▶ Exercise description: Every line below that holds the string "turn" should be copied.

(Records for processing)

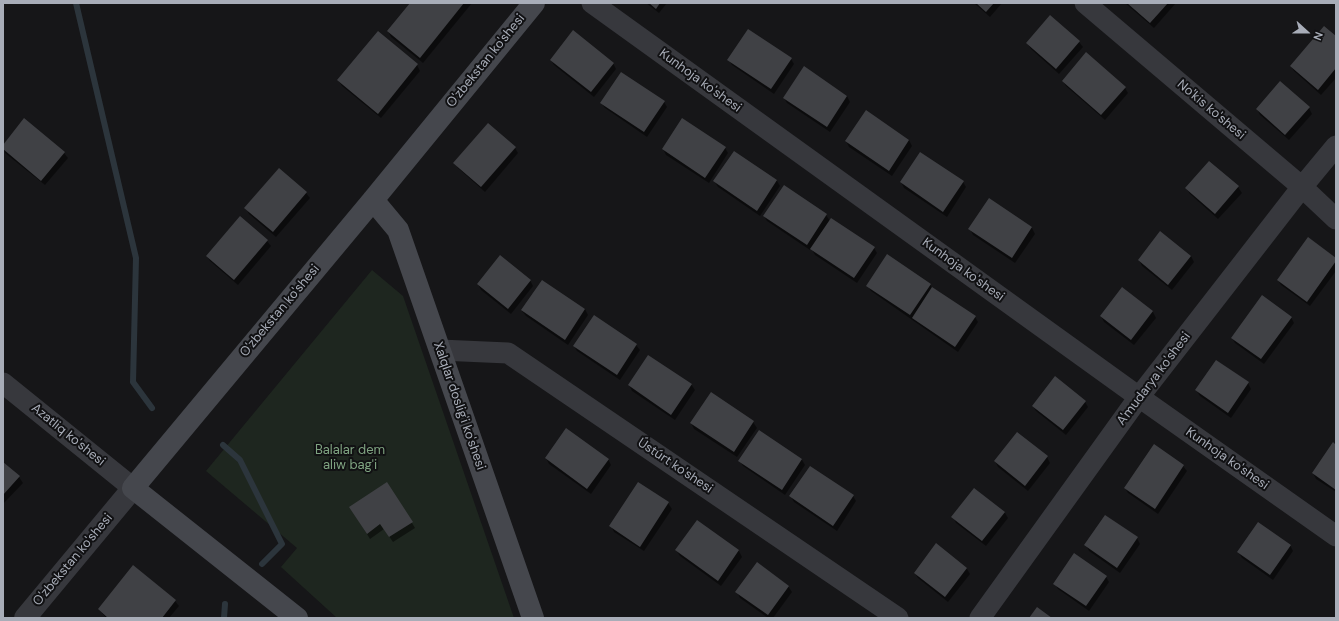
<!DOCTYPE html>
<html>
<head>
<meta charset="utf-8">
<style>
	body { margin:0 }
	#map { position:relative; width:1339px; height:621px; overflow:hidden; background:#161618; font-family:"DM Sans",sans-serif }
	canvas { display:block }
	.frame { position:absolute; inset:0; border:4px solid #a8adb8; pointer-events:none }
	.north { position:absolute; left:1287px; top:12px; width:40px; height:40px; -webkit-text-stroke:3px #111113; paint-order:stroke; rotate:111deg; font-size:11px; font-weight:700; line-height:16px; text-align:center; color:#a8adb8 }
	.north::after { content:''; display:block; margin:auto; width:14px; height:18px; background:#a8adb8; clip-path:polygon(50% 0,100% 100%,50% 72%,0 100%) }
</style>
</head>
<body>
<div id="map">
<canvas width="1339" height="621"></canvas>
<div class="frame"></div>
<div class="north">N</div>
</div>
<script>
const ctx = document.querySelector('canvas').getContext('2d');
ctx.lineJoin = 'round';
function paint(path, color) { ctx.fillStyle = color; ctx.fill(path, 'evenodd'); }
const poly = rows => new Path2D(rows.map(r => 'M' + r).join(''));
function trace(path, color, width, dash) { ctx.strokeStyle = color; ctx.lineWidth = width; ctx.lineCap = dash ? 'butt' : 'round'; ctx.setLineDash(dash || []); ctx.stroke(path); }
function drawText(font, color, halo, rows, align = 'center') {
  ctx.font = font + ' "DM Sans",sans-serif'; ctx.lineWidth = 4; ctx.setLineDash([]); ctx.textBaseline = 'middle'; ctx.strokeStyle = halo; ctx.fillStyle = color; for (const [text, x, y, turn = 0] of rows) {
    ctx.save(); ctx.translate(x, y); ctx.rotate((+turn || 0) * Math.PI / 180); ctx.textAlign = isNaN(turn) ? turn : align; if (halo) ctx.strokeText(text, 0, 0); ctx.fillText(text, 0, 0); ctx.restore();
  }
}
const green = poly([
	[372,270,403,296,514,618,337,618,281,567,297,548,206,471]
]);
const shadow = poly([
	[411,3,472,3,423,63,391,37,388,31],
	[646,3,667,3,659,13],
	[974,3,1002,3,990,17],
	[1125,3,1176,3,1154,28],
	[1050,16,1079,42,1083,47,1059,74,1031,49,1027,43],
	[378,32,417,65,420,71,381,118,342,86,338,80],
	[1336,38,1336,78,1321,95,1294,71,1291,66],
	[791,59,794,64,774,94,732,65,729,60],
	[551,60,613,63,616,69,594,97,554,65],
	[804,68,847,96,850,102,830,132,787,103,784,98],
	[1063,81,1125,88,1128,93,1105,120,1066,86],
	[1280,83,1309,108,1312,114,1289,140,1260,115,1257,109],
	[664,102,667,107,647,137,605,108,601,103],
	[909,140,912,146,892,176,849,147,846,141],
	[3,146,64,153,68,158,45,185,5,153],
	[515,148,518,153,485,192,458,168,455,163],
	[725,148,728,153,709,183,666,155,663,149],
	[734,152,777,181,780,186,760,216,718,187,714,181],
	[1209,162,1238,187,1242,193,1218,219,1190,194,1186,188],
	[901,182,963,182,966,187,947,217,904,188],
	[306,193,310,198,276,237,249,214,246,208],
	[989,199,1032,228,1035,234,1015,263,973,235,970,229],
	[826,215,830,221,874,248,877,253,857,283,815,255,811,248,810,250,767,221,764,216],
	[240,217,267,241,271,246,238,285,210,261,207,256],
	[1191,256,1194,262,1172,290,1142,266,1139,260],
	[1336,259,1336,271,1310,306,1281,285,1278,280],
	[530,280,533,286,511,314,481,290,478,284],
	[930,284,932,288,975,317,978,322,958,352,871,291,868,286],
	[1123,288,1153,312,1156,318,1134,345,1104,322,1101,316],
	[585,309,588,315,568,345,526,316,522,311],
	[1291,317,1294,323,1264,364,1235,343,1232,338],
	[636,345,640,350,620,380,577,351,574,346],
	[1248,383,1251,389,1231,418,1200,396,1196,390],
	[691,384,695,390,675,420,632,391,629,385],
	[711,394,753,422,757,428,737,457,694,429,691,423],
	[1085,402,1088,407,1066,435,1036,411,1033,406],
	[759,431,802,460,805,465,785,495,743,466,740,461],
	[1154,446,1183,466,1187,471,1158,514,1128,493,1125,488],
	[1336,446,1336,492,1316,479,1313,473],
	[1047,457,1050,463,1028,491,998,467,995,461],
	[546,458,608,459,611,465,591,494,549,464],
	[3,463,19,477,23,483,3,504],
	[638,483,668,503,672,509,644,551,614,532,611,526],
	[975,489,1005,513,1008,518,986,546,956,523,953,517],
	[853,496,856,501,837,531,794,502,791,497],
	[354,513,412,523,415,528,393,542,384,529,370,539],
	[697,521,739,551,742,557,721,586,680,556,676,550],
	[1137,538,1140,544,1120,573,1089,551,1086,545],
	[937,545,967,569,970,574,948,602,918,578,915,573],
	[1290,545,1293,551,1273,580,1242,558,1238,552],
	[1106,577,1109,582,1089,611,1058,589,1055,584],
	[788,586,792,592,773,618,768,618,740,598,737,592],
	[175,601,179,606,169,618,106,618,99,609]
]);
const stream = poly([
	[76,3,136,258,133,382,152,408],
	[223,445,240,460,282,544,262,564],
	[224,618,225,604]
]);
const building = poly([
	[410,3,464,3,420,58,387,31],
	[649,3,660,3,656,9],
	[976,3,994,3,986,12],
	[1127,3,1168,3,1150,23],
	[1050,15,1080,41,1056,69,1026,43],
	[1324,26,1336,36,1336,68,1318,90,1290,66],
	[748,29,792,58,771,89,727,60],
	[573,30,614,63,591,92,550,60],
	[378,31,418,64,378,114,337,80],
	[1086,52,1126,87,1101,115,1062,81],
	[804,66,847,96,827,127,783,98],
	[621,72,665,101,644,132,600,103],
	[1280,81,1310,107,1285,135,1256,109],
	[866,110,909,140,889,171,845,141],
	[24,118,65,152,41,181,3,149,3,145],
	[682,118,726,147,705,178,662,149],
	[488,123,516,147,481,187,453,163],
	[734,151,777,180,757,211,713,181],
	[920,152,964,181,943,212,900,182],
	[1209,161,1239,186,1215,214,1185,188],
	[279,168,307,192,273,232,244,208],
	[784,185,827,214,807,245,763,216],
	[989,198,1032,227,1012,258,968,229],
	[240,216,268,240,234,280,206,256],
	[831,218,875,247,854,278,810,249],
	[1160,231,1191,256,1168,285,1138,260],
	[1308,237,1336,258,1336,261,1307,302,1277,280],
	[887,254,931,284,910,315,866,286],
	[500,255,531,280,508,309,477,284],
	[542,280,585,309,565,340,521,310],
	[932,287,976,316,955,347,912,318],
	[1122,287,1153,311,1131,340,1100,316],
	[1262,295,1292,317,1261,359,1231,338],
	[594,315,637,344,617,375,573,346],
	[648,355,692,384,671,415,628,385],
	[1216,360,1249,382,1228,413,1195,390],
	[1055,376,1086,401,1063,430,1032,406],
	[711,392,754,421,734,452,690,423],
	[566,428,609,459,587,489,545,458],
	[759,430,802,459,782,490,738,461],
	[1017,432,1048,456,1025,486,994,461],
	[1333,442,1336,445,1336,490,1312,473],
	[1154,444,1184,465,1155,509,1124,488],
	[3,462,20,476,3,495],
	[810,466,854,495,833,526,789,496],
	[387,482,413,522,389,537,380,524,367,534,349,507],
	[638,482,669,502,640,547,609,526],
	[974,488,1005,512,982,541,951,517],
	[1105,515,1138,537,1117,568,1084,545],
	[697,520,739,550,718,581,675,550],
	[1258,522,1291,545,1270,575,1237,552],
	[936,543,967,568,945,597,914,573],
	[1074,553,1107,576,1086,606,1053,584],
	[757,562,789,586,768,615,735,592],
	[133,565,176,600,162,618,108,618,98,609],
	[1037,607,1052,618,1029,618]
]);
const minor = poly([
	[592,3,1139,397,1336,536],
	[1085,3,1302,187,1336,219],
	[440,350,508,353,898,618],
	[3,383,133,488],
	[980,618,1139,397,1302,187,1336,146]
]);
const tertiary = poly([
	[25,618,133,488]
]);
const secondary = poly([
	[373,200,398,230,533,618],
	[297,618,133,488,373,200,534,3]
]);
const streetNames = [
	["O'zbekstan ko'shesi",486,61,-51],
	["Kunhoja ko'shesi",700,81,36],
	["No'kis ko'shesi",1211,110,40],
	["Kunhoja ko'shesi",963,270,36],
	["O'zbekstan ko'shesi",280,311,-50],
	["A'mudarya ko'shesi",1154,379,-53],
	["Xalqlar doslig'i ko'shesi",459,406,71],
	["Azatliq ko'shesi",68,435,39],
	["Kunhoja ko'shesi",1227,459,35],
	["Ústúrt ko'shesi",675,466,34],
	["O'zbekstan ko'shesi",73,560,-50]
];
const parkNames = [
	["Balalar dem",350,451],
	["aliw bag'i",350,466]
];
paint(green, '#1e261f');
paint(shadow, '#0007');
trace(stream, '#2c353c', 6);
paint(building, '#404145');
trace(minor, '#37383d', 21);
trace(tertiary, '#37383d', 22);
trace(secondary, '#45474d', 22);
drawText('13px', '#a8adb8', '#111113', streetNames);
drawText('13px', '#7fa381', '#111113', parkNames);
</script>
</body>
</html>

(End Records for processing)

▶ Answer section:
  ctx.font = font + ' "DM Sans",sans-serif'; ctx.lineWidth = 4; ctx.setLineDash([]); ctx.textBaseline = 'middle'; ctx.strokeStyle = halo; ctx.fillStyle = color; for (const [text, x, y, turn = 0] of rows) {
    ctx.save(); ctx.translate(x, y); ctx.rotate((+turn || 0) * Math.PI / 180); ctx.textAlign = isNaN(turn) ? turn : align; if (halo) ctx.strokeText(text, 0, 0); ctx.fillText(text, 0, 0); ctx.restore();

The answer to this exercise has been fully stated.